I do not think that, were these two characters to be examined separately, their stories would fulfill all aspects of the hero’s journey. Together, however, the Hero’s journey can be seen perfectly. Any point of the Hero’s Journey which one character does not experience, the other does.
2. I believe that cinema fails to meet human needs. Cinema, through carefully constructed storyline, is able to give an the viewer a glimpse of another relate able, yet fictional, individual whose needs and desires are being met.
Although the needs of the viewers themselves are not being met, by inserting themselves into the story in the role of the hero, they are able to taste what this sensation of victory over their personal struggle might feel like. The viewer might leave the theater full of hope that they can conquer their own giants, but when such struggles actually appear hope often fails them.

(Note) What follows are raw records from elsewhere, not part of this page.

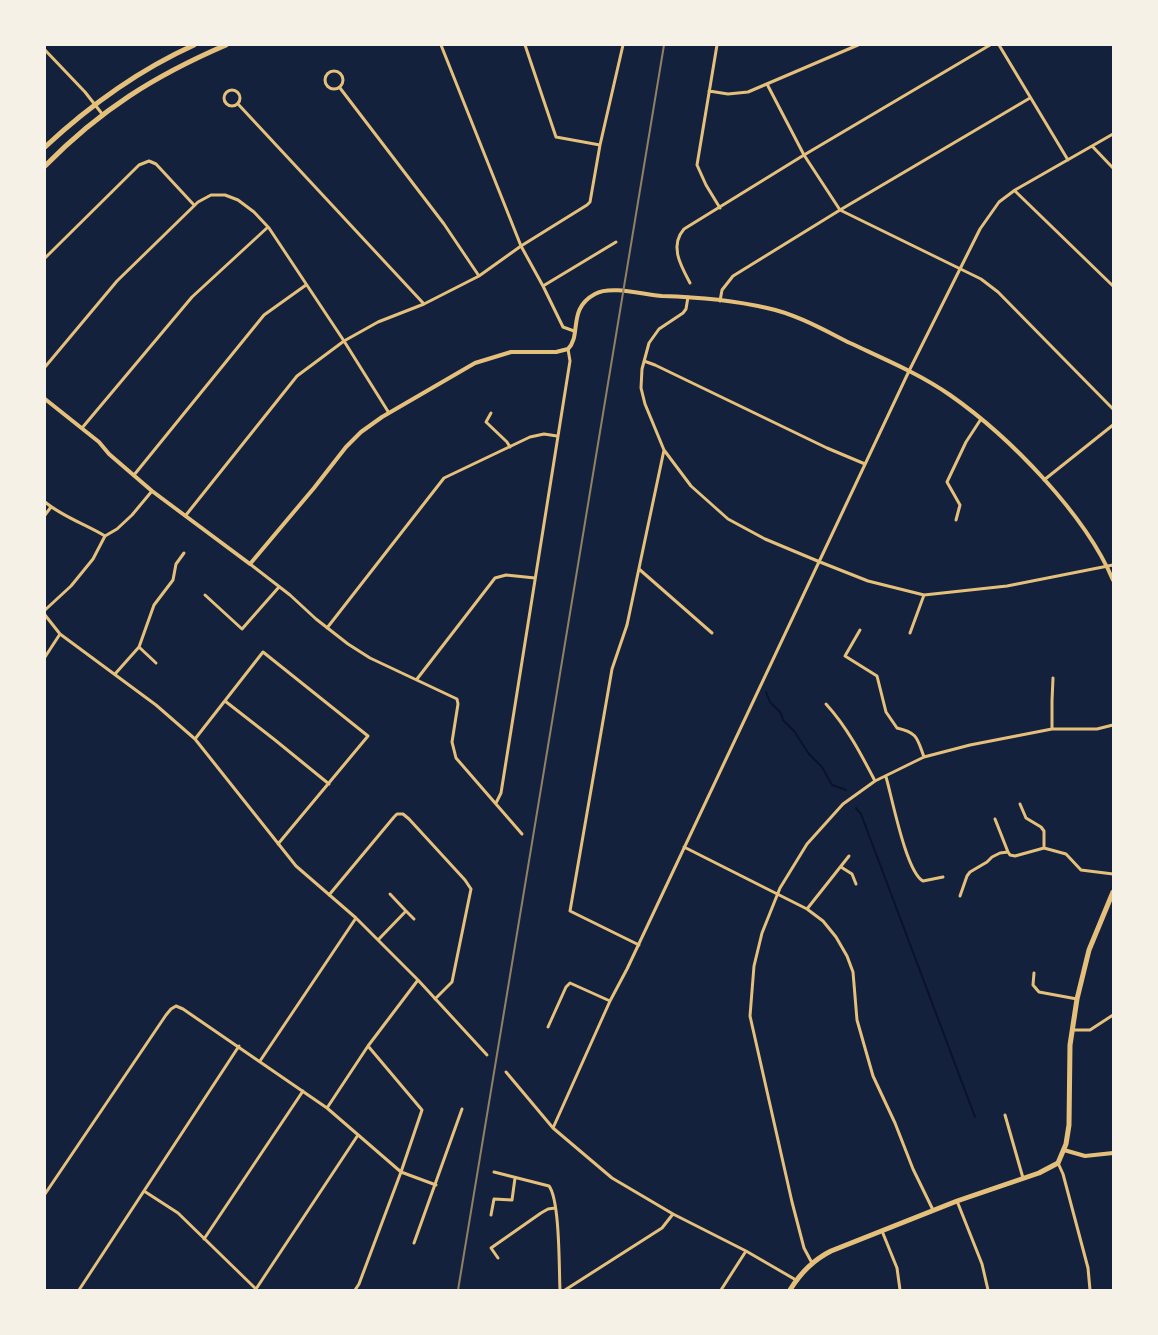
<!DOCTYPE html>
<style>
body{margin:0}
#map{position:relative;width:1158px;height:1335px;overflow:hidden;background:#14213d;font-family:"Source Sans 3",sans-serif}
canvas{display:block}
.frame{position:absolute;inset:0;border:46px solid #f6f1e7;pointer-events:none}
</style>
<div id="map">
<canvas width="1158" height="1335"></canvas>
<div class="frame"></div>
</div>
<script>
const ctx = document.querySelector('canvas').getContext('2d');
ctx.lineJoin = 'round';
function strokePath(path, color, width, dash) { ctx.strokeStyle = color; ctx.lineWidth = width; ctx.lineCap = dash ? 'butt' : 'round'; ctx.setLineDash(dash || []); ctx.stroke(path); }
strokePath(new Path2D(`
 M766,692l4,10 11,11 2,7 11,11 15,23 13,13 10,18 14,5
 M856,808l5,6 114,303`), '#0b132b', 2);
strokePath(new Path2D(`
 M441,45l80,201 22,40 20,41 11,4
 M525,45l31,92 44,8
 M717,45l-20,120 9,20 14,23
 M999,45l69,115
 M45,50l40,42 18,23
 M325 80a9 9 0 1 1 18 0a9 9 0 1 1-18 0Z
 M767,84l37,71 36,55 141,69 17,13 115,117
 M340,88l104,136 35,52
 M224 98a8 8 0 1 1 16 0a8 8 0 1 1-16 0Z
 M709,91l19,3 20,-2 110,-47
 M238,104l186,200
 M1092,146l21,22
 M1015,191l98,95
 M45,258l94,-93 10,-4 7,3 38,41
 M690,283c-9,-17 -21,-37 -6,-54l120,-74 186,-110
 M543,286l73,-44
 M688,297l-2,12 -3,4 -24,16 -10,14 -7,26 -1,19 4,16 19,46 27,36 37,33 37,20 55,23 48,19 56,14 83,-9 106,-21
 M720,301l2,-11 11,-14 107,-66 190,-112
 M644,361l11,4 172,83 38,16
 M45,367l72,-86 81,-79 13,-7h14l13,5 16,12 15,16 75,113 45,72
 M491,413l-5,9 21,20 3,5
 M82,428l110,-131 76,-70
 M134,475l130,-160 42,-30
 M1044,480l69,-55
 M45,502c18,15 40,22 60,34
 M45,515l6,-8
 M186,515l111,-139 47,-35 34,-19 46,-18 55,-28 42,-30 66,-41 3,-3 10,-57 23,-100
 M956,520l4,-15 -13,-23 19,-40 15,-23
 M250,564l40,31 26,24 32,25 22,14 87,41 1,5 -6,38 4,16 66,76
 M639,569l73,64
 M205,595l37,34 37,-42
 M45,610l26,-24 22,-27 12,-23 12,-7 15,-14 20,-24
 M45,615l15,19 96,71 39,34 101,127 60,52 62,62 69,75
 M327,628l117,-150 86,-41 14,-3 13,2
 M860,630l-15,26 32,20 9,36 11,16c21,5 20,10 27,29
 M910,633l14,-38
 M139,647l17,16
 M45,657l15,-23
 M115,674l24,-27 15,-42 19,-25 3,-16 8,-11
 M417,679l78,-101 11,-3 29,3
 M225,701l50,39 54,44
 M826,704c21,23 35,50 49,77
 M1052,729v-28l1,-23
 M195,739l68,-87 105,84 -90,108
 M886,777c6,20 20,95 37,104l20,-4
 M496,803l5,-10 69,-432 -2,-12
 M1020,804l6,14 15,9 3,4v17
 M995,819l13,33
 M684,847l123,62 16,12 13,16 11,19 6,16 4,48 16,56 22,47 18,46 20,41
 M841,867l11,7 4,10
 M329,895l65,-78 3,-3h6l6,5 56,61 6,9 -19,93 -17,17
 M960,896l7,-20 3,-4 17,-10 5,-5 8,-4 8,-1 2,3 5,1 29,-8 22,6 15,16 32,4
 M807,909l42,-53
 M406,911l8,8
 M378,940l28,-29 -16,-17
 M639,945l-69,-34 42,-242 15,-44 37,-175
 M1034,973l-1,12 6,7 38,7
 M548,1027l18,-40 4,-4 40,18
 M1072,1030h18l23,-15
 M260,1061l96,-143
 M506,1072l47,56 59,50 61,36 73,37 50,29
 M327,1108l41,-62 50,-66
 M1005,1115l18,63
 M553,1128l57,-127 17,-32 282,-598 71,-142 19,-27 16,-12 98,-56
 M1058,1163l5,11 25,94 2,22
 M494,1172l55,14c11,14 10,84 11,104
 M144,1191l34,22 78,76
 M45,1194l121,-179 5,-6 5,-3 7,3 144,99 74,64 35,13
 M957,1201l25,63 6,26
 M491,1215l3,-16 18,1 3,-22
 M882,1231l15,37 3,22
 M204,1239l99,-148
 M414,1243l48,-134
 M498,1258l-7,-10 50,-35 7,-4 7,-1
 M812,1263l-8,-15 -12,-46 -42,-186 4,-50 8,-33 18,-45 27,-44 36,-40 32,-23 49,-24 46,-12 82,-16h45l16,-4
 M256,1289l102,-154
 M79,1290l160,-244
 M355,1290l4,-6 42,-112 21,-62 -54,-64
 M565,1290l97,-62 11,-14
 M721,1290l25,-39`), '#e5c07b', 3);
strokePath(new Path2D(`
 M45,399l54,43 10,12 43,37 98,73 64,-76 32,-41 15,-15 21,-15 93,-54 36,-11h45l12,-3c14,-14 -1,-40 27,-55 16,-9 49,1 67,2 35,1 70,4 105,12 29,6 57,22 83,35 34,16 70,31 100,52 60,42 135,119 163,185
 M1064,1150l21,6 28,-3`), '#e5c07b', 4);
strokePath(new Path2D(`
 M790,1290c11,-18 23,-30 41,-39l126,-50 82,-28 19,-10 8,-19 3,-19 1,-80 7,-46 12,-49 24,-58`), '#e5c07b', 5);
strokePath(new Path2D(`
 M45,147c44,-41 94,-77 149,-102
 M45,166c55,-56 109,-90 181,-121`), '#e5c07b', 5);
strokePath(new Path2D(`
 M458,1290l206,-1245`), '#918062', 2);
</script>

Although a movie in which all humans belong and, in which, transitions – although difficult – turn out for the best, might be uplifting, the reality in which the viewer finds themselves in is often far less hopeful. In the world in which the viewer finds themselves, some people never find their niche and transitions lead not to self revaluation, but to heartbreak. I believe that human needs can be met. I do not believe, however, that they can be met through cinema, or that needs will be met in the neat and tidy way in which the cinema displays.